Attendu par beaucoup, sans doute fantasmé comme le spectacle bollywoodien bourrin ultime, KRISSH ne peut - fatalement - que décevoir. Il possède pourtant de véritables qualités, à commencer par le souci de donner une personnalité riche et intéressante à son héros. La belle Priyanka Chopra, pour sa part, n'a pas vraiment un rôle très développé mais elle compense en jouant résolument la carte du charme et de la grâce. Le reste du casting offre des compositions routinières, sans génie particuliers, mais jamais vraiment insupportables non plus, quoique la copine de Prya en rajoute un peu trop dans le style "oui je suis une salope vénale, ça te dérange?".

Les effets spéciaux, eux, ne peuvent évidemment pas rivaliser avec des blockbusters comme SPIDERMAN ou X-MEN mais ils ne sont pas ratés pour autant. Les trucages numériques passent donc assez bien à l'écran, pour peu que l'on fasse l'effort de ne pas se focaliser sur leurs menues imperfections.
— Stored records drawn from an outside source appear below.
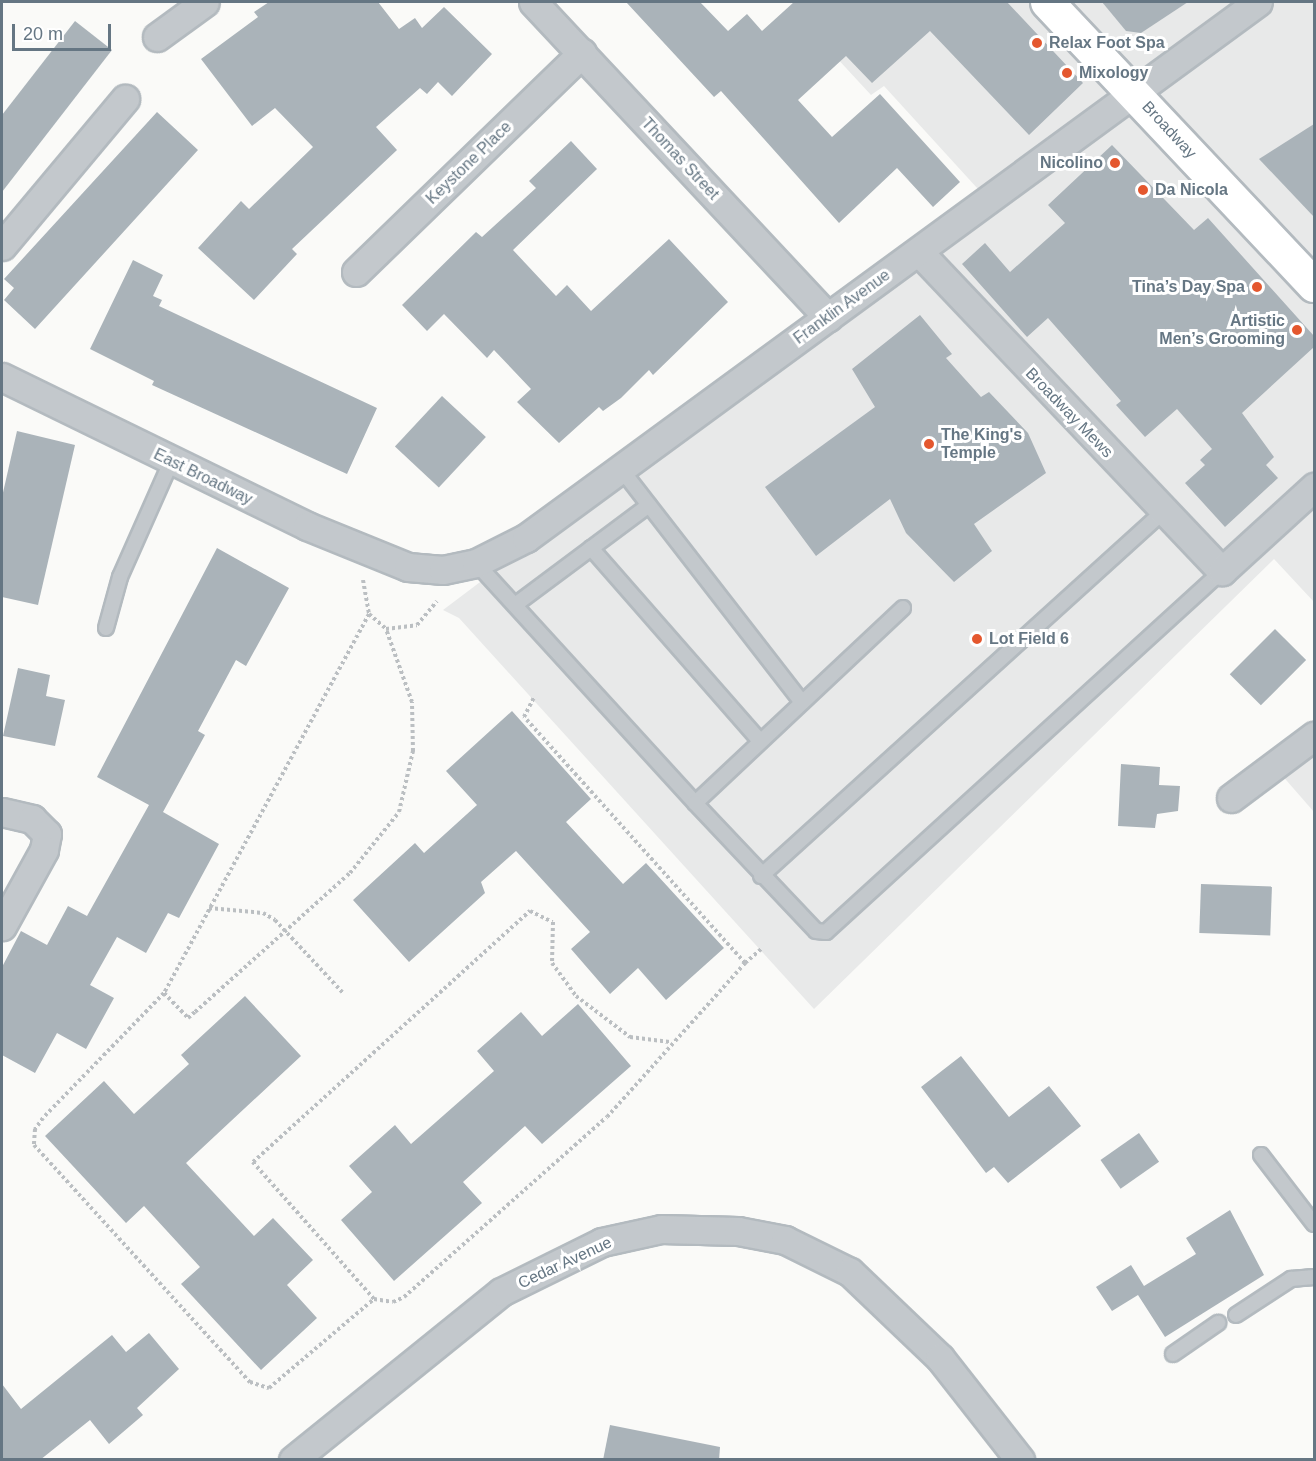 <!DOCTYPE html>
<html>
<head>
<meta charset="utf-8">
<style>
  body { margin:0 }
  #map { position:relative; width:1316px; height:1461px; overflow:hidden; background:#fafaf8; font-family:Arial,sans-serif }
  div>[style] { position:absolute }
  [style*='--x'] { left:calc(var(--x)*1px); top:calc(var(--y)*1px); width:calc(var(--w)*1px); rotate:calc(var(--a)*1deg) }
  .built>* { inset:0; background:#e8e9e9 }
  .building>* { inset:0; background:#aab3b9; transform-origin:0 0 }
  .path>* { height:4px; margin-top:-2px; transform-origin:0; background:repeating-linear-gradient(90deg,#bbbfc2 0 3px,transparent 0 6px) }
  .roads { filter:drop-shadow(2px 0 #b3babf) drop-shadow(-2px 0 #b3babf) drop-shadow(0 2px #b3babf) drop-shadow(0 -2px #b3babf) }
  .service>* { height:14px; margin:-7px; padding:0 7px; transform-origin:7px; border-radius:7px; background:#c3c8cc }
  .minor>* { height:27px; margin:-13.5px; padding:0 13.5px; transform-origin:13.5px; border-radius:13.5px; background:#c3c8cc }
  .secondary>* { height:33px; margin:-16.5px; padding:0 16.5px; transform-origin:16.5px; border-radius:16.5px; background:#fff }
  .dots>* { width:16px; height:16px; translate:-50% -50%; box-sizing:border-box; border:3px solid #fff; border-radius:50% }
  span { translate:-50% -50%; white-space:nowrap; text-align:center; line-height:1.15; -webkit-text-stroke:6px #fff; paint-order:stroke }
  .poi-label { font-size:16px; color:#657683; font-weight:700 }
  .left { translate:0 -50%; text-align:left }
  .right { translate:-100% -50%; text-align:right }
  .street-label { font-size:16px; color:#657683 }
  .frame { position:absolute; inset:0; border:3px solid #657683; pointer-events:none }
  .scale { position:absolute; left:12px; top:24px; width:99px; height:27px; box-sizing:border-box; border:3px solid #657683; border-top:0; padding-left:8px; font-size:18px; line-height:21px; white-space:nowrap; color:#657683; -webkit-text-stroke:4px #fff; paint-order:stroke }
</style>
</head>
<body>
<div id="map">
  <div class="built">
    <div style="clip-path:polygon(797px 2px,1314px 2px,1314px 602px,1274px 559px,814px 1009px,459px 618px,443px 610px,988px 200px,884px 86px,871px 95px,834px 55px,841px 48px)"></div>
    <div style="clip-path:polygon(1314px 741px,1314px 812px,1280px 773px)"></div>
  </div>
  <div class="building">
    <div style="clip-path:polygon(269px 2px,378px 2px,399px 29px,415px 18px,422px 28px,444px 7px,492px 54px,452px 96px,438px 82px,427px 94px,420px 88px,376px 127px,397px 150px,292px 249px,297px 254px,254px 300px,198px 248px,241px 201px,249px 209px,313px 147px,275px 108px,252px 126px,201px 59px,258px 17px,254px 12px)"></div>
    <div style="clip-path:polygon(626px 2px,700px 2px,728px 31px,747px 14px,762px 31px,794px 2px,1007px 2px,1083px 83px,1029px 135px,930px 31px,872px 83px,846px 56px,798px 100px,832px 137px,880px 94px,960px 182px,933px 207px,897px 168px,839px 223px,721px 91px,714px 97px)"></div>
    <div style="clip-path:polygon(1102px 2px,1188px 2px,1141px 33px,1126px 31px)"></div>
    <div style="clip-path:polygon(75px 21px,112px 50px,2px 192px,2px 115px)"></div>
    <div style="clip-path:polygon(157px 112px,198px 150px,35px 329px,4px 300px,14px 288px,4px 279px)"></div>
    <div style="clip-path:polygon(1314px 124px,1314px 217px,1259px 159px)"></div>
    <div style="clip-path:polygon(571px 141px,597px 169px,513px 250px,556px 296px,567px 285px,591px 311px,669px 239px,728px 302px,653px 375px,649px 370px,621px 398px,603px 411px,599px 407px,559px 443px,517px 402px,531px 389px,494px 350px,487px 358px,444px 314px,427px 331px,402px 305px,476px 232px,482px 237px,536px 188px,529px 181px)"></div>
    <div style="clip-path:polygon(1112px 145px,1194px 230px,1208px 218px,1314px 336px,1314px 347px,1242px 413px,1274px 457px,1266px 465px,1278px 478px,1225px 527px,1185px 483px,1205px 465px,1200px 460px,1212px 449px,1177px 409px,1145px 437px,1116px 405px,1121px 401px,1048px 318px,1027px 337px,962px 264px,985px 243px,1010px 272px,1065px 223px,1048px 205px)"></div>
    <div style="clip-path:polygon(133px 260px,163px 275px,153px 296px,162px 300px,159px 306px,377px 408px,347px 474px,152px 385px,154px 381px,90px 349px)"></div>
    <div style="clip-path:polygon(920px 315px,952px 354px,946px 358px,981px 397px,989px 392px,1028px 433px,1046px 473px,974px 524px,992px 551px,954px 582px,906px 533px,890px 499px,816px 556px,765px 487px,875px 407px,852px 369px)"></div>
    <div style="left:442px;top:396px;width:60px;height:69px;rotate:43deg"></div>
    <div style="clip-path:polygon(17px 431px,75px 445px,38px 605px,2px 597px,2px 497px)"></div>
    <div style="clip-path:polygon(217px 548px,289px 588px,246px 666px,236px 660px,198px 731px,205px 735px,163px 812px,219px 844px,179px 918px,168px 913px,146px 953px,117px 937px,90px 985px,114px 998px,86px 1049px,57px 1033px,35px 1073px,2px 1055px,2px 967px,21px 931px,47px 945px,68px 906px,87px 916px,149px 805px,97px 777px)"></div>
    <div style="left:1275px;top:629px;width:44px;height:64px;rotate:45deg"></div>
    <div style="clip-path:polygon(18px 668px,50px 675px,46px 696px,65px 700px,55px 746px,3px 736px)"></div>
    <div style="clip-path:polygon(512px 711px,591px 799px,566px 822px,623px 884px,646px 863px,724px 948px,666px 1000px,638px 968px,610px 994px,571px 949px,590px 932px,516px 851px,481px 882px,485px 893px,409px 962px,353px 900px,415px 843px,424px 853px,477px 805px,446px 771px)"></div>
    <div style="clip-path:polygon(1121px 764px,1160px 767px,1159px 785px,1180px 786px,1178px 811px,1157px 814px,1155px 828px,1118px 826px)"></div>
    <div style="left:1201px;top:884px;width:71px;height:49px;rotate:2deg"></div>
    <div style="clip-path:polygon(245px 996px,301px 1056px,186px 1163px,254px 1236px,273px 1218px,313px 1260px,287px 1285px,317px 1318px,261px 1370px,181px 1284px,200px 1267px,144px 1206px,126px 1223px,45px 1136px,104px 1081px,134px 1114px,189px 1064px,181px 1055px)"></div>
    <div style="clip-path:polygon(578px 1004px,631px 1066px,542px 1144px,525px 1126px,463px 1182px,482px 1203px,394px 1281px,341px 1220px,372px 1192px,349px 1166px,395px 1125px,411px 1144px,494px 1071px,477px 1051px,521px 1012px,542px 1036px)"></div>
    <div style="clip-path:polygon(961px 1056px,1009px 1117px,1049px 1086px,1081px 1126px,1008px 1183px,994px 1167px,986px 1173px,921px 1087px)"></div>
    <div style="left:1139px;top:1133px;width:35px;height:47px;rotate:55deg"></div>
    <div style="clip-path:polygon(1230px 1210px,1264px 1275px,1165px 1337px,1138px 1295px,1112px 1311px,1096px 1287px,1131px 1265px,1144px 1286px,1196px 1254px,1186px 1238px)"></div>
    <div style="clip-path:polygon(149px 1333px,179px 1369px,137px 1408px,143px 1415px,109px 1444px,90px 1420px,40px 1460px,2px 1460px,2px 1384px,21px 1409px,112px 1335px,126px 1352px)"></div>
    <div style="clip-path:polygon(610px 1425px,720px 1447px,719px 1460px,603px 1460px)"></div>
  </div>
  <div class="path">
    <div style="--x:363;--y:580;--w:35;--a:80"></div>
    <div style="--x:369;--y:614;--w:23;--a:41"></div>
    <div style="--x:386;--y:629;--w:31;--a:-7"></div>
    <div style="--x:417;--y:625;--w:31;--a:-50"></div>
    <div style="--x:369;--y:614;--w:431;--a:118.4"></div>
    <div style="--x:164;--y:993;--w:174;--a:134.1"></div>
    <div style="--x:43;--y:1118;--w:14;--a:126"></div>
    <div style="--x:35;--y:1129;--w:16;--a:94"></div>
    <div style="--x:34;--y:1145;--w:321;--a:47.7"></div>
    <div style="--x:250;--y:1382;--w:20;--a:18"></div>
    <div style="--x:269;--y:1388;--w:138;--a:-40.3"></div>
    <div style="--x:374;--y:1299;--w:183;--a:-131.5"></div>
    <div style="--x:253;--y:1162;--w:374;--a:-42.2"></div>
    <div style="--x:530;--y:911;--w:25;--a:26"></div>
    <div style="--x:553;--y:922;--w:41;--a:91.4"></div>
    <div style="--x:552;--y:963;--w:41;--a:54"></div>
    <div style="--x:576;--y:996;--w:68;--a:37.2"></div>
    <div style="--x:630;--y:1037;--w:40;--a:7.1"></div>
    <div style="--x:209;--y:908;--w:54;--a:5.3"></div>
    <div style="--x:263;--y:913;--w:14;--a:30"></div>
    <div style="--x:275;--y:920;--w:100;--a:47"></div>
    <div style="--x:745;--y:963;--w:23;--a:-41"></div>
    <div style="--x:164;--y:993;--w:35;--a:46"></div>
    <div style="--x:188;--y:1018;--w:9;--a:-41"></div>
    <div style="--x:195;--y:1012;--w:208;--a:-41.9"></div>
    <div style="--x:350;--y:873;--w:78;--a:-51.2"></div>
    <div style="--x:399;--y:812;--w:63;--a:-77.1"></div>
    <div style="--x:413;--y:751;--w:49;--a:-91.2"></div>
    <div style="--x:412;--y:702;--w:77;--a:-109.6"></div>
    <div style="--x:374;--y:1299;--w:19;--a:9"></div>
    <div style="--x:393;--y:1302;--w:12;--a:-24"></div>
    <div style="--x:404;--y:1297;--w:271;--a:-41.6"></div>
    <div style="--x:607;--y:1117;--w:207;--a:-48.1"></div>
    <div style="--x:745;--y:963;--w:331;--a:-131.9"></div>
    <div style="--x:524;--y:717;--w:22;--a:-63"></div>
  </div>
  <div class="roads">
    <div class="service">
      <div style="--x:621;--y:469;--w:295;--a:52.2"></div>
      <div style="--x:591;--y:548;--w:257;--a:48.8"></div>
      <div style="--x:476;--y:563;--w:325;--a:47.6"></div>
      <div style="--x:515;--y:605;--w:167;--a:-36.7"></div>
      <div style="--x:903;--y:608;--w:285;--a:136.8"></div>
      <div style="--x:695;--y:803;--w:176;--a:46.6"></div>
      <div style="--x:816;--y:931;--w:10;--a:6"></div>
      <div style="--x:826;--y:932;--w:536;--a:-42.35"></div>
      <div style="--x:106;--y:628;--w:53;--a:-74.6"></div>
      <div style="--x:120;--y:577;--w:126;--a:-66.1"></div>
      <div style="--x:761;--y:876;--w:544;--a:-42.17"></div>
      <div style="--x:1261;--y:1155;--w:87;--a:52.5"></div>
      <div style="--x:1236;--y:1315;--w:66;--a:-33.2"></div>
      <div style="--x:1291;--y:1279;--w:23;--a:-5"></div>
      <div style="--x:1173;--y:1354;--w:55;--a:-34.6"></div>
    </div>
    <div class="minor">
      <div style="--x:533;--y:2;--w:432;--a:46.9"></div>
      <div style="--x:157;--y:37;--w:59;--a:-36.1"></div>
      <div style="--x:2;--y:246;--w:192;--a:-50.1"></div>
      <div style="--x:919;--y:252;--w:440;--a:46.5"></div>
      <div style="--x:1222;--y:571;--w:125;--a:-42.4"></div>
      <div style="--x:356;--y:272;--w:315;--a:-44.1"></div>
      <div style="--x:2;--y:377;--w:339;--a:26"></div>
      <div style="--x:307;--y:526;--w:109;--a:22.1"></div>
      <div style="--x:408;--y:567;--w:35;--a:5"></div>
      <div style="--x:443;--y:570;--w:34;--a:-12"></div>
      <div style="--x:476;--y:563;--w:56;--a:-26.6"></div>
      <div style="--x:526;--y:538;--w:907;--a:-36.21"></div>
      <div style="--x:1231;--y:798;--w:104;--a:-36.8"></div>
      <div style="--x:2;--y:812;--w:31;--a:13"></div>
      <div style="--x:32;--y:819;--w:21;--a:45"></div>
      <div style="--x:47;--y:834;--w:16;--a:101"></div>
      <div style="--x:44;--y:850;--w:87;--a:118.9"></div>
      <div style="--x:293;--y:1460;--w:267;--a:-38.9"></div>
      <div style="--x:501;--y:1292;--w:113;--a:-26.3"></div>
      <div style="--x:602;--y:1242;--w:60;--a:-12.4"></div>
      <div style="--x:661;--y:1229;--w:77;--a:1.5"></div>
      <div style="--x:738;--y:1231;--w:48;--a:10.8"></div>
      <div style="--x:785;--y:1240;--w:72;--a:26.2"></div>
      <div style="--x:850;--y:1272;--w:124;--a:43.7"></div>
      <div style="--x:940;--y:1358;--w:130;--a:51.9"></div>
    </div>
    <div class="secondary">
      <div style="--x:1047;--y:2;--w:389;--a:46.7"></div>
    </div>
  </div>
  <div class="dots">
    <div style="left:1037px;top:43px;background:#e4572e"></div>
    <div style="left:1067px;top:73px;background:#e4572e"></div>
    <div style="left:1115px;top:163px;background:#e4572e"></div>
    <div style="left:1143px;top:190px;background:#e4572e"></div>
    <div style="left:1257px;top:287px;background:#e4572e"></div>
    <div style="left:1297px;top:330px;background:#e4572e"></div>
    <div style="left:929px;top:444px;background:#e4572e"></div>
    <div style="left:977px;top:639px;background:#e4572e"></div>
  </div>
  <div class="poi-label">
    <span class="left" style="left:1049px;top:43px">Relax Foot Spa</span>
    <span class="left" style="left:1079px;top:73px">Mixology</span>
    <span class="right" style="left:1103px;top:163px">Nicolino</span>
    <span class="left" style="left:1155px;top:190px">Da Nicola</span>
    <span class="right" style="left:1245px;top:287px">Tina’s Day Spa</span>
    <span class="right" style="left:1285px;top:330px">Artistic<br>Men’s Grooming</span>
    <span class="left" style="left:941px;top:444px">The King's<br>Temple</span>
    <span class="left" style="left:989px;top:639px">Lot Field 6</span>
  </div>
  <div class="street-label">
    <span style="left:1169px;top:130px;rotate:47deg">Broadway</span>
    <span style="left:680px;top:159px;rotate:47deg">Thomas Street</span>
    <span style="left:469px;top:163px;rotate:-44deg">Keystone Place</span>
    <span style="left:842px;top:307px;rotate:-36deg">Franklin Avenue</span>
    <span style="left:1069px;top:413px;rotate:46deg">Broadway Mews</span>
    <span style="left:203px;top:477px;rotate:26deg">East Broadway</span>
    <span style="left:565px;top:1263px;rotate:-25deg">Cedar Avenue</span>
  </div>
  <div class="frame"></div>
  <div class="scale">20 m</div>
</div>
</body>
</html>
Découpé un peu artificiellement en trois partie de durée plus ou moins égales (la romance de notre Tarzan des montagnes, la venue à la ville - là aussi digne de TARZAN A NEW YORK ou de CROCODILE DUNDEE pour prendre un exemple plus récent, et la partie « actioner » pure et dure), KRISSH aurait grandement gagné à se voir raccourci d'une petite heure, tant le début semble laborieux.

Comparer KRISSH aux (trop) nombreux métrages inspirés par les Marvel (ou les DC) Comics sortis depuis le début du XXIe siècle serait également une erreur et, si on veut réellement comparer KRISSH à une œuvre antérieure, ce devrait être à Superman. Il est frappant, en effet, que la progression dramatique et le ton général, orienté davantage vers la comédie romantique que le pur film d'action, s'inspire résolument de ce grand ancêtre signé Richard Donner. D'autres emprunts évidents sont faits à la littérature de science-fiction et quelques idées de Philip K. Dick sont pompées plus ou moins adroitement, le cinéaste utilisant des éléments scénaristiques déjà vus dans PAYCHECK ou MINORITY REPORT.

On peut qu'espérer, à présent que les origines de Krissh ont été exploitées en long et en large, un troisième long-métrage qui emprunterait enfin la voie attendue: celle du pur "super hero action movie" avec un super vilain charismatique à combattre! Mais peut-être devrons nous attendre longtemps. Prévisible mais divertissant, KRISSH n'est ni le monument espéré par certains ni le complet ratage dénoncé par d'autres.

Juste un divertissant honnête qui permet de passer une soirée plutôt agréable pour peu que l’on en accepte les naïvetés et les longueurs.